(Source information):
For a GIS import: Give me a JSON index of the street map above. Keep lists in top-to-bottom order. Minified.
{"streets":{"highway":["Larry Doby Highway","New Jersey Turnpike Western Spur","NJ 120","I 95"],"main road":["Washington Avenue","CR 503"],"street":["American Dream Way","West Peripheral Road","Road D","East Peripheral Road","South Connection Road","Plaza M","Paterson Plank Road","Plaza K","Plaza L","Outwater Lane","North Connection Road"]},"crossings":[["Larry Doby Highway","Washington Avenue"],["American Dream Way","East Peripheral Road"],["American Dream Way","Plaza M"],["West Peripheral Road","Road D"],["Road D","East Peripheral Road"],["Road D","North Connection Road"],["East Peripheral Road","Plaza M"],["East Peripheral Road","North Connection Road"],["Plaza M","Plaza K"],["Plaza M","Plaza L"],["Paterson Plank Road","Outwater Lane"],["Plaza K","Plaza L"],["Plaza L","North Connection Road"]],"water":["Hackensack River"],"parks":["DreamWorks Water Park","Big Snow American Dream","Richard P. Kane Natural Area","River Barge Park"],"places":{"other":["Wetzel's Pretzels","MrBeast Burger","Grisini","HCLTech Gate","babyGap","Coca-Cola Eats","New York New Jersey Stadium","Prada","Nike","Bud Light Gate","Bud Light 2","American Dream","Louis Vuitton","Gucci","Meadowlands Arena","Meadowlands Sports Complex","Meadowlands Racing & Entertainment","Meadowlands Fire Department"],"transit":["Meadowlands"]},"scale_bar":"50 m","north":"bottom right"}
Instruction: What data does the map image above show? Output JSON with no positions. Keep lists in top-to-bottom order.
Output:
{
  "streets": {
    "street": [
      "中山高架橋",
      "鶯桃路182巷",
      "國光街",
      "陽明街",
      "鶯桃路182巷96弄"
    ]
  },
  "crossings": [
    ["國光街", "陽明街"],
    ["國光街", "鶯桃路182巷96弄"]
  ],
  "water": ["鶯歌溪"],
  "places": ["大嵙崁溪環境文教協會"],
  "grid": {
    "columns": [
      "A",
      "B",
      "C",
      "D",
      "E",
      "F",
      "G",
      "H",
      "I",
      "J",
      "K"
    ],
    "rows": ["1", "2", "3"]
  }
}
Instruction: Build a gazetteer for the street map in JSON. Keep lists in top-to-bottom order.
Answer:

(What the task asks): Write out all of the entries above, exactly and in full.

(Output for this task):
For a GIS import: Give me a JSON index of the street map above. Keep lists in top-to-bottom order. Minified.
{"streets":{"highway":["Larry Doby Highway","New Jersey Turnpike Western Spur","NJ 120","I 95"],"main road":["Washington Avenue","CR 503"],"street":["American Dream Way","West Peripheral Road","Road D","East Peripheral Road","South Connection Road","Plaza M","Paterson Plank Road","Plaza K","Plaza L","Outwater Lane","North Connection Road"]},"crossings":[["Larry Doby Highway","Washington Avenue"],["American Dream Way","East Peripheral Road"],["American Dream Way","Plaza M"],["West Peripheral Road","Road D"],["Road D","East Peripheral Road"],["Road D","North Connection Road"],["East Peripheral Road","Plaza M"],["East Peripheral Road","North Connection Road"],["Plaza M","Plaza K"],["Plaza M","Plaza L"],["Paterson Plank Road","Outwater Lane"],["Plaza K","Plaza L"],["Plaza L","North Connection Road"]],"water":["Hackensack River"],"parks":["DreamWorks Water Park","Big Snow American Dream","Richard P. Kane Natural Area","River Barge Park"],"places":{"other":["Wetzel's Pretzels","MrBeast Burger","Grisini","HCLTech Gate","babyGap","Coca-Cola Eats","New York New Jersey Stadium","Prada","Nike","Bud Light Gate","Bud Light 2","American Dream","Louis Vuitton","Gucci","Meadowlands Arena","Meadowlands Sports Complex","Meadowlands Racing & Entertainment","Meadowlands Fire Department"],"transit":["Meadowlands"]},"scale_bar":"50 m","north":"bottom right"}
Instruction: What data does the map image above show? Output JSON with no positions. Keep lists in top-to-bottom order.
Output:
{
  "streets": {
    "street": [
      "中山高架橋",
      "鶯桃路182巷",
      "國光街",
      "陽明街",
      "鶯桃路182巷96弄"
    ]
  },
  "crossings": [
    ["國光街", "陽明街"],
    ["國光街", "鶯桃路182巷96弄"]
  ],
  "water": ["鶯歌溪"],
  "places": ["大嵙崁溪環境文教協會"],
  "grid": {
    "columns": [
      "A",
      "B",
      "C",
      "D",
      "E",
      "F",
      "G",
      "H",
      "I",
      "J",
      "K"
    ],
    "rows": ["1", "2", "3"]
  }
}
Instruction: Build a gazetteer for the street map in JSON. Keep lists in top-to-bottom order.
Answer:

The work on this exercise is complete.